Dar es Salaam. Business activities fully resumed in Dar es Salaam yesterday, four days after the General Election, which involved eight presidential candidates and tens of thousands of contenders for other races.
Millions of Tanzanians had suspended all their normal activities since voters cast ballots on Sunday and anxiously awaited the results of the country’s tightest ever elections.
On Sunday, residents went to the polls as they sought to exercise their constitutional right to vote for leaders of their choice in the tripartite election. Unsure of what would happen during the result announcement process, residents decided to stay in their homes.
But yesterday, traders started opening their shops though some remained closed in what they predict to be an uncertain environment until the National Electoral Commission announces the winner in the presidential election.

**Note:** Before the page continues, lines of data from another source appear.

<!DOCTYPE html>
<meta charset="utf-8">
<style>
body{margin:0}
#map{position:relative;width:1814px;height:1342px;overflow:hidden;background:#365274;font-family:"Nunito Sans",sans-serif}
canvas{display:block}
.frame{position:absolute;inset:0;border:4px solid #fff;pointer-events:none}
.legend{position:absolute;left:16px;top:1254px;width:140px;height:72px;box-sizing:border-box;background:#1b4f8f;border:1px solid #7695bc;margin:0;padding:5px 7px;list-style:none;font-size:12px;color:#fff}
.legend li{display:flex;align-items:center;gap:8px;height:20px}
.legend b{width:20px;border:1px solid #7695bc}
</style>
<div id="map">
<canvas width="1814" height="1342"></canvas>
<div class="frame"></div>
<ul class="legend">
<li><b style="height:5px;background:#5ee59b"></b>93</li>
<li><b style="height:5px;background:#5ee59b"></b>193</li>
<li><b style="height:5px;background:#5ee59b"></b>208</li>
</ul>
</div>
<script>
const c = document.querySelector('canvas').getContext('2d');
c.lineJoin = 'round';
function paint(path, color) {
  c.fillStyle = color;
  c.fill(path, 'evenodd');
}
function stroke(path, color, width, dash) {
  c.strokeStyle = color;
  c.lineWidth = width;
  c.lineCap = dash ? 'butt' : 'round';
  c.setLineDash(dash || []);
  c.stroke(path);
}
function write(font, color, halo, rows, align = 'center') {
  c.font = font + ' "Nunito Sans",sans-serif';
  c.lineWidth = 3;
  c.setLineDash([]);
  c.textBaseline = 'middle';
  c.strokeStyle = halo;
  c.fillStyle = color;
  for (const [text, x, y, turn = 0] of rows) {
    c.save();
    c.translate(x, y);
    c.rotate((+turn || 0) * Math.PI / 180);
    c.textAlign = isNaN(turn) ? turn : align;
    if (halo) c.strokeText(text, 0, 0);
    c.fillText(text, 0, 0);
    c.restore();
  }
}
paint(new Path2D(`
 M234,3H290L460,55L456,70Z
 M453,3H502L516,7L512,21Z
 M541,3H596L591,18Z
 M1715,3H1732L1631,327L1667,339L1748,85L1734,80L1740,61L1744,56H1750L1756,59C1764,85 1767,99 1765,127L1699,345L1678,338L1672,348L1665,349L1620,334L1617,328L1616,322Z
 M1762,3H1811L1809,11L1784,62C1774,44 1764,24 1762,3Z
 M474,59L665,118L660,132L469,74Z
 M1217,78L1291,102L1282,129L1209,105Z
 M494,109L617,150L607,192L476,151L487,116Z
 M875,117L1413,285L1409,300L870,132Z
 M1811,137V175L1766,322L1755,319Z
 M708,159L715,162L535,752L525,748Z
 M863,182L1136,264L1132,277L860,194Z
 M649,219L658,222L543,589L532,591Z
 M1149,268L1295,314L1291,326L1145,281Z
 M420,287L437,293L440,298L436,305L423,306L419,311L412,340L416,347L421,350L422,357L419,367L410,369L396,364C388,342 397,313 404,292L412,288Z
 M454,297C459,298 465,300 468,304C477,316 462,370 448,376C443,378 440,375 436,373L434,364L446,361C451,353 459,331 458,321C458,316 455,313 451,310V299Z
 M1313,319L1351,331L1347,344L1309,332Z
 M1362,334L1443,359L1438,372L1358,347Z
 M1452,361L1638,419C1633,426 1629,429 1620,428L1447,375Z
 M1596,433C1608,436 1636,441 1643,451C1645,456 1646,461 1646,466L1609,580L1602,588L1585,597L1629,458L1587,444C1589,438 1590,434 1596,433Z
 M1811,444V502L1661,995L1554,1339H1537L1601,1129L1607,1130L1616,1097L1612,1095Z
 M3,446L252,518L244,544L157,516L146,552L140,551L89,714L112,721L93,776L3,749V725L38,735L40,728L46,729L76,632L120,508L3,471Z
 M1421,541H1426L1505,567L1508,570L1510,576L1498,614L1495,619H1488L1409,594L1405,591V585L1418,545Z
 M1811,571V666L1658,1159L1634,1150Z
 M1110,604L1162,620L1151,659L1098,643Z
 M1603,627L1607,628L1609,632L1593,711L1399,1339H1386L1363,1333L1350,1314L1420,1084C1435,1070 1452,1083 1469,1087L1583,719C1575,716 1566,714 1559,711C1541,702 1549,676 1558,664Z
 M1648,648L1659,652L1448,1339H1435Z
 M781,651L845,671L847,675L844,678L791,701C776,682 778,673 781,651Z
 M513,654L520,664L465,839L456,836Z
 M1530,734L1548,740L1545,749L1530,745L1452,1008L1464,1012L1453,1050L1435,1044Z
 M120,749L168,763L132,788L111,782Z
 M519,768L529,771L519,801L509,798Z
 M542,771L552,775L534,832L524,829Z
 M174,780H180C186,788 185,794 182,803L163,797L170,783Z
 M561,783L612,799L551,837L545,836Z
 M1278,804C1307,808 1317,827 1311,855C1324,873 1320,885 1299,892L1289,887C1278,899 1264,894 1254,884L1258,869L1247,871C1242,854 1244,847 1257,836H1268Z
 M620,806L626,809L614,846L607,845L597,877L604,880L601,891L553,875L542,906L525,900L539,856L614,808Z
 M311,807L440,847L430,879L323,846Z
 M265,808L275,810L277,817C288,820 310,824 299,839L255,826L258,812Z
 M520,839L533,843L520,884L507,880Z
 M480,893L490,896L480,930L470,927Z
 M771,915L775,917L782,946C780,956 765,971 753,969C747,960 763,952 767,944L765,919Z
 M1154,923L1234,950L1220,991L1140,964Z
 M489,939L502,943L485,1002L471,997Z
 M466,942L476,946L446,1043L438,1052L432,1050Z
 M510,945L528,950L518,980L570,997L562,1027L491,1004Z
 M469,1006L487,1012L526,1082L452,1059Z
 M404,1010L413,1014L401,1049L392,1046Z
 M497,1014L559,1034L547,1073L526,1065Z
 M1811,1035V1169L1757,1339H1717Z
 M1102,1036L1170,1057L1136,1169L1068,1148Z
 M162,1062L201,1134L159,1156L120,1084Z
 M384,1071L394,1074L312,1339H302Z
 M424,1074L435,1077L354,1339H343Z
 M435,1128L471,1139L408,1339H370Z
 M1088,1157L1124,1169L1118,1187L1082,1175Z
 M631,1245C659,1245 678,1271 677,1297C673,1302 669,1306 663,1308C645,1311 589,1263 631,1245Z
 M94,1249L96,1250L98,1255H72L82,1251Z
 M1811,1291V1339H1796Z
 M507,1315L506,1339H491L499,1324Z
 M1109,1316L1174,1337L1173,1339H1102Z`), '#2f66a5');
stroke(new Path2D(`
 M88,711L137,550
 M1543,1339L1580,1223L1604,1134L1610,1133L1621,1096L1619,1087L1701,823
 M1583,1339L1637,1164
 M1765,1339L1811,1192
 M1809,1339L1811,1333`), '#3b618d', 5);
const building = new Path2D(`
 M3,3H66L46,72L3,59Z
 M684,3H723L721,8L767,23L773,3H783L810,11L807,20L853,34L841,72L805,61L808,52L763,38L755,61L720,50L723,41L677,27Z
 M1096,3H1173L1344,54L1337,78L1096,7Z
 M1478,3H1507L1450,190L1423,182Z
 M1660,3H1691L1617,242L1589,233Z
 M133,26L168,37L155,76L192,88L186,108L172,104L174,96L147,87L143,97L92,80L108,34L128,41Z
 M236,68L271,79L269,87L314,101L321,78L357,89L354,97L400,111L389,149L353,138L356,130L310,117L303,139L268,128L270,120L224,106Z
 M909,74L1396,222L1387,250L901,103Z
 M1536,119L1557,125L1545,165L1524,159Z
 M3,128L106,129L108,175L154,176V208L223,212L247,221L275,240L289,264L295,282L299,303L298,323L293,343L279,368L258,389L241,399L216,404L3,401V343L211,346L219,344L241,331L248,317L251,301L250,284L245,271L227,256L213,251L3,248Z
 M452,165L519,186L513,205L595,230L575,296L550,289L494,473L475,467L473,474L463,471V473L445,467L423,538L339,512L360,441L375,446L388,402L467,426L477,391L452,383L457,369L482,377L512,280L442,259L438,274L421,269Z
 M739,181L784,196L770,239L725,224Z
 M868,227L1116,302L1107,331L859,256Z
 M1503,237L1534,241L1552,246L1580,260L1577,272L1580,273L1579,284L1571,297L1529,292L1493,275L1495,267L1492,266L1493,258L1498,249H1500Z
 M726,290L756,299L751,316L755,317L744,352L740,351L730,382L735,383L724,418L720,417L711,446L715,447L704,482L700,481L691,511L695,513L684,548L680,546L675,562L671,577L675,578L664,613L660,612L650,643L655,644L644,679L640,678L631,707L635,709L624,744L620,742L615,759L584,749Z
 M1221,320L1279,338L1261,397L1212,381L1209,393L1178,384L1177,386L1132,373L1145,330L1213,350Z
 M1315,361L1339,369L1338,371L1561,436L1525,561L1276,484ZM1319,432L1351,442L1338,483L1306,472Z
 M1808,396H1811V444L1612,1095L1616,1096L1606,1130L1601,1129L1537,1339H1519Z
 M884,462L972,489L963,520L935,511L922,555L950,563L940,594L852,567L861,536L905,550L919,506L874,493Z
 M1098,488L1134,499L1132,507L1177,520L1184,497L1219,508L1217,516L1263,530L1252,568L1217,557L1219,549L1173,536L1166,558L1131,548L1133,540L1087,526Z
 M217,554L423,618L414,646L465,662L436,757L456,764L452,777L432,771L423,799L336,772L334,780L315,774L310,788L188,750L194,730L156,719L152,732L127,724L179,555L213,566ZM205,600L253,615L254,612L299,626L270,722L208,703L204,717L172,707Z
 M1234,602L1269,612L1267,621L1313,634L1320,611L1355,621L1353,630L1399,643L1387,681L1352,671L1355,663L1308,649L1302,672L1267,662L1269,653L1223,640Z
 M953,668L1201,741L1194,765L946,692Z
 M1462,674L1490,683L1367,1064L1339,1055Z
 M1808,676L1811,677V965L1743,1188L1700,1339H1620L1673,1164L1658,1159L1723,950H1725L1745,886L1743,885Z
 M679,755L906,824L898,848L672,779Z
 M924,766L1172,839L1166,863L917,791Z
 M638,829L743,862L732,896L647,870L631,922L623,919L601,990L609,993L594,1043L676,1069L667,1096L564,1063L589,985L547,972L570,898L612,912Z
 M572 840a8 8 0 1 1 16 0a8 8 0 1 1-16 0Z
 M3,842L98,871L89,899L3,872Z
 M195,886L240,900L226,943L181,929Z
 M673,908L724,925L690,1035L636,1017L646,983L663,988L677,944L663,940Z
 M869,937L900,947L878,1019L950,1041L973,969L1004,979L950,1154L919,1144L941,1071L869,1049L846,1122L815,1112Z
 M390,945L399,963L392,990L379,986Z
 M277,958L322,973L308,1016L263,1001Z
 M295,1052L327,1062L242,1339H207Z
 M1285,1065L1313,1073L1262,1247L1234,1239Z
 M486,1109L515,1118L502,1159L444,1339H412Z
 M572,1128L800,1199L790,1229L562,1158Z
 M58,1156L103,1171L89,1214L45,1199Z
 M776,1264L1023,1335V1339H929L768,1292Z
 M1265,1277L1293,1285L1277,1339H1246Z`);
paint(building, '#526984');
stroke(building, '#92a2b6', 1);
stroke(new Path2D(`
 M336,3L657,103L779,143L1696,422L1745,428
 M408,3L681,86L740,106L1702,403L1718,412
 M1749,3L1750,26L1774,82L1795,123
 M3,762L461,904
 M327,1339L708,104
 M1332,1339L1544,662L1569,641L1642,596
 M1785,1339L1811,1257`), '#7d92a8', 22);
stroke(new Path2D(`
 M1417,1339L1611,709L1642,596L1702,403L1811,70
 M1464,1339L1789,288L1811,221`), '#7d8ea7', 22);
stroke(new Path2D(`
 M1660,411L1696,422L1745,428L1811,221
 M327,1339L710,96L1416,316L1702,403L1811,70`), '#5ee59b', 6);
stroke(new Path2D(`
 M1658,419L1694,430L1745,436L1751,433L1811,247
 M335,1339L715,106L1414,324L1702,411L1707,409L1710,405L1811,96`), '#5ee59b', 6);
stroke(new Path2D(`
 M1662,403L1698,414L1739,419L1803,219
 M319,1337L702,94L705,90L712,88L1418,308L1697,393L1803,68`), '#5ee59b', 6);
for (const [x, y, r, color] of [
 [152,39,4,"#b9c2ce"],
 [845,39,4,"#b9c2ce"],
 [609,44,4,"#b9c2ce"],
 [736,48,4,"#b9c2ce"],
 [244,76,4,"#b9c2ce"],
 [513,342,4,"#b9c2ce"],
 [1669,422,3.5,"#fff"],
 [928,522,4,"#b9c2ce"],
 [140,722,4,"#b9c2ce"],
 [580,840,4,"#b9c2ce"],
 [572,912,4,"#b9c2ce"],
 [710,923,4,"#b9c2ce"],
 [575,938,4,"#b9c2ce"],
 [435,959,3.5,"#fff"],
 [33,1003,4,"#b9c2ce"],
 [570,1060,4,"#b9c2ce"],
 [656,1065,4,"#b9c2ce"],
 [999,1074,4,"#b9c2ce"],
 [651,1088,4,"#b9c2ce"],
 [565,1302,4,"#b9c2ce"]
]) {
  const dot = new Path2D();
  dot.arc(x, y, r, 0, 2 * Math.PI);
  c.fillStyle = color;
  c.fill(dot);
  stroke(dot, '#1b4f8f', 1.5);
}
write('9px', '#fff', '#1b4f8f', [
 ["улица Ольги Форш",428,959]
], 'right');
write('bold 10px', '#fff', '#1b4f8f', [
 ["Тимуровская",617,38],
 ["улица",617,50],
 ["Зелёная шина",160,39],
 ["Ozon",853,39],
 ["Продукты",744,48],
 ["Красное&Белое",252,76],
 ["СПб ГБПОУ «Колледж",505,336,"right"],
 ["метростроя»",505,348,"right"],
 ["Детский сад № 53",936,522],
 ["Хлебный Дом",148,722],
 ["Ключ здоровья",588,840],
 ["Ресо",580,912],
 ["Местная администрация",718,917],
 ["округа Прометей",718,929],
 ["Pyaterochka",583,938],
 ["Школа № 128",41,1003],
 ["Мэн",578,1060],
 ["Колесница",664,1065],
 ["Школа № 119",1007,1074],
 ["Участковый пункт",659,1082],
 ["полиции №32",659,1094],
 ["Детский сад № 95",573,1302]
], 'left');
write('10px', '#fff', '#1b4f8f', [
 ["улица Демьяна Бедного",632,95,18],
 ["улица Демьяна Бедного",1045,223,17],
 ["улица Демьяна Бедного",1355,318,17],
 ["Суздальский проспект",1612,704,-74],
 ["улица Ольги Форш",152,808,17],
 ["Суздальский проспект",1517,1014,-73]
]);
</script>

A section of operators who spoke to this paper revealed that peace and security is what they are unsure of until after the President is announced.
Chairman of the Kariakoo business community Philimin Chonde told The Citizen that a majority of businesses were closed on Sunday, but so far the pace has been picking up slowly since Monday.
“While a majority of the traders closed their business in order to participate in the voting process, we expected business to have resumed to normal yesterday (Tuesday) but still a lot of traders are yet to open shop,” he said.
He explained that not only are a majority of the businesses closed but their biggest customers from neighboring countries and the regions have not been coming to do business since Sunday.
According to him, despite the fact that there have been no threats to peace and security apart from a few minor incidents in the city, traders are reluctant to open their businesses until after the whole election process including announcing of presidential results is completed.
He stressed while a majority of the shops remained closed on Sunday and Monday, a few traders showed up yesterday but turn out of customers has remained very low.